*Task brief*: Identify each line below that contains the word "sheet", and copy it out.

(Excerpts from a dataset)
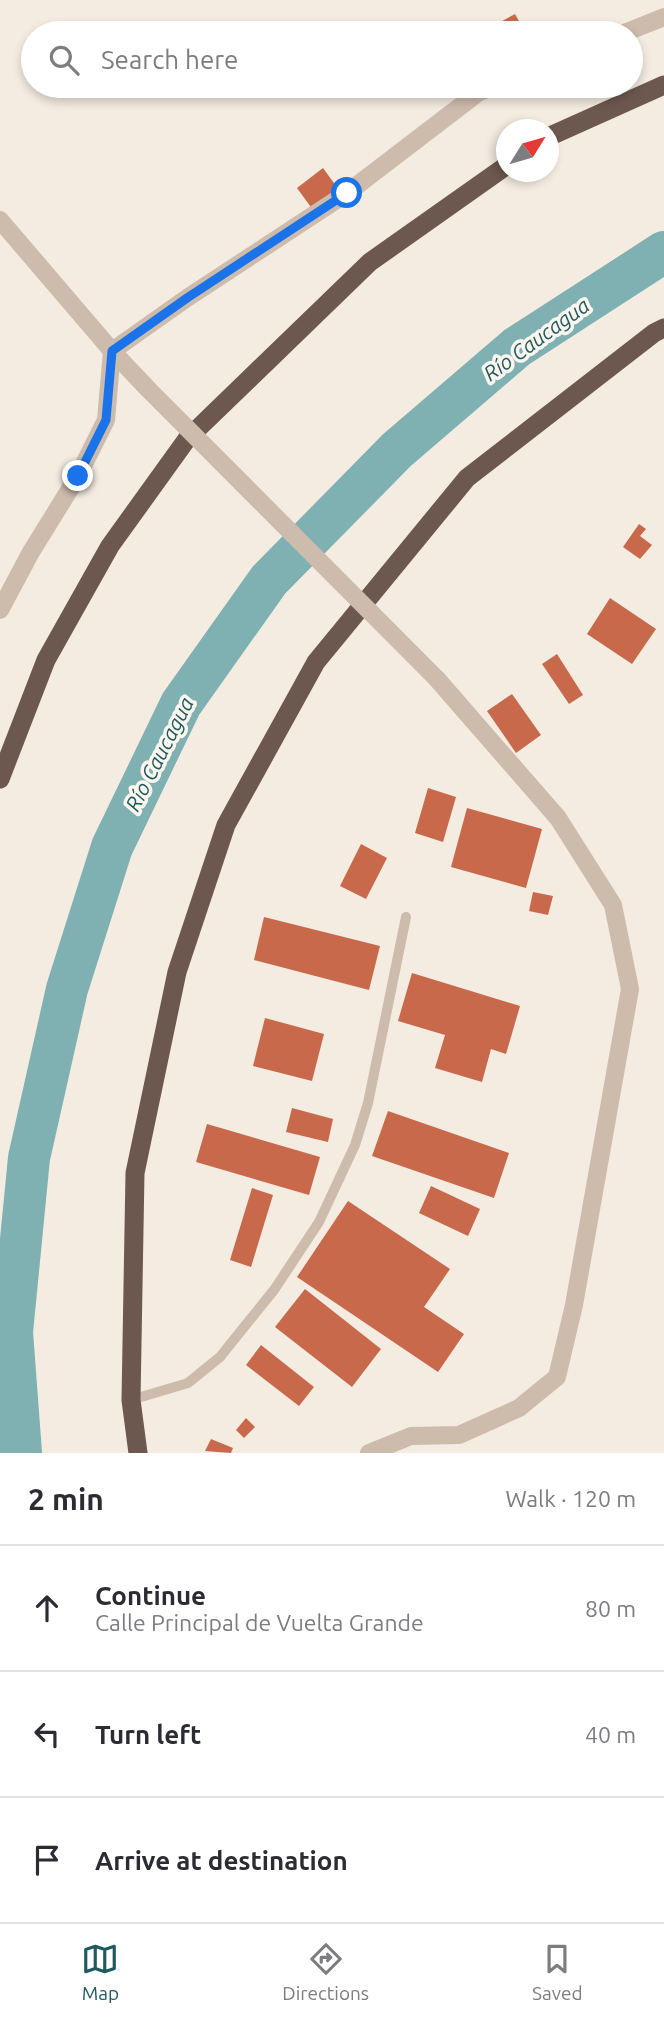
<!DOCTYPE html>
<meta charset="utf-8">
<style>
body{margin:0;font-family:Ubuntu,sans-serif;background:#f2f2f3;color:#2b2b33}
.compass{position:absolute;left:496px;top:119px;width:63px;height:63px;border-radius:50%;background:#fff;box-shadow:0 4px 10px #0003;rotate:53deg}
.stop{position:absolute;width:21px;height:21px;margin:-16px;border:5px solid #1a73e8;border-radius:50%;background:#fff}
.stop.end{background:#1a73e8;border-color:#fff;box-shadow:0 2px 7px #0008}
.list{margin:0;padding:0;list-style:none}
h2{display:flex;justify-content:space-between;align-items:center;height:91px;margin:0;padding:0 28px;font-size:30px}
h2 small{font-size:23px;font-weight:400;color:#7c7c81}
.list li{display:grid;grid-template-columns:46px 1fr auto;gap:21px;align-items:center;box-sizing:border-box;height:126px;padding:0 28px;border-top:2px solid #e1e1e2}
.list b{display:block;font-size:26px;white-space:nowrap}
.list p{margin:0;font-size:23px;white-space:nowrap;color:#7c7c81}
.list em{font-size:23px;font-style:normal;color:#7c7c81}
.icon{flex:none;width:38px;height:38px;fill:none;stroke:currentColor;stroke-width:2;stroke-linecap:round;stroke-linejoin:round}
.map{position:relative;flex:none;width:664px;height:1453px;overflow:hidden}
.search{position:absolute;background:#fff;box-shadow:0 4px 10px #0003;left:21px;right:21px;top:21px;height:77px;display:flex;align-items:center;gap:18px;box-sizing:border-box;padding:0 24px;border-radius:38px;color:#7c7c81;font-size:26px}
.sheet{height:469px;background:#fff}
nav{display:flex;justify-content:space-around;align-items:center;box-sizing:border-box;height:98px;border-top:2px solid #e1e1e2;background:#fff;font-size:19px;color:#7c7c81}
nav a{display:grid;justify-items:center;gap:4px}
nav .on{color:#1f5a5e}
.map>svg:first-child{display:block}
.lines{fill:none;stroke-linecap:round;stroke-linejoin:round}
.river{stroke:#7fb0b2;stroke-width:42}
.building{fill:#c8694b}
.service{stroke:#cdbbac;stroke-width:10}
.minor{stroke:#cdbbac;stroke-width:18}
.trunk{stroke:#6c584f;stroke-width:19}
.minor-bridge{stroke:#cdbbac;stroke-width:18}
.route{stroke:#1a73e8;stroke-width:9}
.labels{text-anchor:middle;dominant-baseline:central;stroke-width:7;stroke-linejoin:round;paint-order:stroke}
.water-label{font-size:21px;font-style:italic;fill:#1f5a5e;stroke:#fbf5ee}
</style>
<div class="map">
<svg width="664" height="1453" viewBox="0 0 664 1453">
<rect width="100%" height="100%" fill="#f4ebe1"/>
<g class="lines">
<!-- river -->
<path class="river" d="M21,1453L12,1332L29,1158L67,989L112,847L181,704L269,580L397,450L517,347L664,252"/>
</g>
<!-- building -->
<g class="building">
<path d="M515,14L525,32L500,33L495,25Z"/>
<path d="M323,168L339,190L313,210L297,188Z"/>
<path d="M639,524L646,529L640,536L652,545L640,559L623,547Z"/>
<path d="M610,598L656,629L632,664L587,634Z"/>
<path d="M557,654L583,695L569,704L542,664Z"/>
<path d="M512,694L541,735L516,753L487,711Z"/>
<path d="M428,788L456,797L443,842L415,833Z"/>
<path d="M467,808L542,829L526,888L451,867Z"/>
<path d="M361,844L387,858L366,899L340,886Z"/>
<path d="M533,892L553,896L548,915L529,911Z"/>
<path d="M264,917L380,946L369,990L254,960Z"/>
<path d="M412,973L520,1006L506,1054L491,1049L482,1082L435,1068L445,1035L398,1021Z"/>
<path d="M265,1018L324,1034L312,1081L253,1066Z"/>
<path d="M292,1108L333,1119L328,1142L286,1132Z"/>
<path d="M388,1111L509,1153L494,1198L372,1156Z"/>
<path d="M207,1124L320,1157L309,1195L196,1162Z"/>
<path d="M431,1186L480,1209L468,1236L419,1213Z"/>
<path d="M252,1188L273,1195L251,1267L230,1260Z"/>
<path d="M348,1201L450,1269L424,1307L464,1334L438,1372L297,1277Z"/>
<path d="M305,1289L381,1349L352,1387L275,1327Z"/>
<path d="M261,1345L314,1387L299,1406L246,1365Z"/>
<path d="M246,1418L255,1427L244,1438L236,1430Z"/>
<path d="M211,1439L233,1448L231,1453L205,1451Z"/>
</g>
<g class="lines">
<!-- service -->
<path class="service" d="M131,1400L188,1383L220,1357L274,1290L319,1222L355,1145L368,1103L406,917"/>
<!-- minor -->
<g class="minor">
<path d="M624,33L664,17"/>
<path d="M0,220L112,351L148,389"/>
<path d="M112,351L187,298L347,193L479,92L495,86"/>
<path d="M0,610L31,552L78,476L106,420L112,351"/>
<path d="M369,1453L411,1436L459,1435L519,1408L557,1377L574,1305L630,989L613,905L558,818L437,679"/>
</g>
<!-- trunk -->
<g class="trunk">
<path d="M548,137L664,85"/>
<path d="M0,779L46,660L110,546L187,439L370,262L506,166"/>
<path d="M138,1453L131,1400L135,1173L177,972L226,825L316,662L467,478L654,333L664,328"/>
</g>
<!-- minor-bridge -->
<path class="minor-bridge" d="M148,389L437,679"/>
</g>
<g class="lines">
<!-- route -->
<path class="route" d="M78,476L106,420L112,351L187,298L347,193"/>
</g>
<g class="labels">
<!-- water labels -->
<g class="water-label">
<text transform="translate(536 339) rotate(-36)">Río Caucagua</text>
<text transform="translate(159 754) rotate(-63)">Río Caucagua</text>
</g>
</g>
</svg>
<svg class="compass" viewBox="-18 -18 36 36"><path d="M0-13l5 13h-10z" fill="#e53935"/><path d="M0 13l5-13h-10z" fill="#7c7c81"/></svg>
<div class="stop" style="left:347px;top:193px"></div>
<div class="stop end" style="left:78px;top:476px"></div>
<div class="search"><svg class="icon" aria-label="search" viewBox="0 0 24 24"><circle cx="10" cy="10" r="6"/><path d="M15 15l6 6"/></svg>Search here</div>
</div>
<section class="sheet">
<h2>2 min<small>Walk · 120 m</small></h2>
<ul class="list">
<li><svg class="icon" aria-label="ahead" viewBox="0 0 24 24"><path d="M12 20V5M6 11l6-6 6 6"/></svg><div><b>Continue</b><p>Calle Principal de Vuelta Grande</p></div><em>80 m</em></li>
<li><svg class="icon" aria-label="left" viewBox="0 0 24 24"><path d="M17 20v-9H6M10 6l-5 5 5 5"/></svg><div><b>Turn left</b></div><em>40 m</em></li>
<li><svg class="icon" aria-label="arrive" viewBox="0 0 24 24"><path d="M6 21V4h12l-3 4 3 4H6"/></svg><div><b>Arrive at destination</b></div></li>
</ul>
</section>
<nav>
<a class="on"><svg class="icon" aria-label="map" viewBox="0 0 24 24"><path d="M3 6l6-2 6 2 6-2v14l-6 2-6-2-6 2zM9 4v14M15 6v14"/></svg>Map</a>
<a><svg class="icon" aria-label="directions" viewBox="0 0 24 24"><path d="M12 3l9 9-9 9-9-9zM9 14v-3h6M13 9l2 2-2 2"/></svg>Directions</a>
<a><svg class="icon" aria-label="saved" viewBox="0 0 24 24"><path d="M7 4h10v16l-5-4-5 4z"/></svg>Saved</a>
</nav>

*Exercise response*:
.sheet{height:469px;background:#fff}
<section class="sheet">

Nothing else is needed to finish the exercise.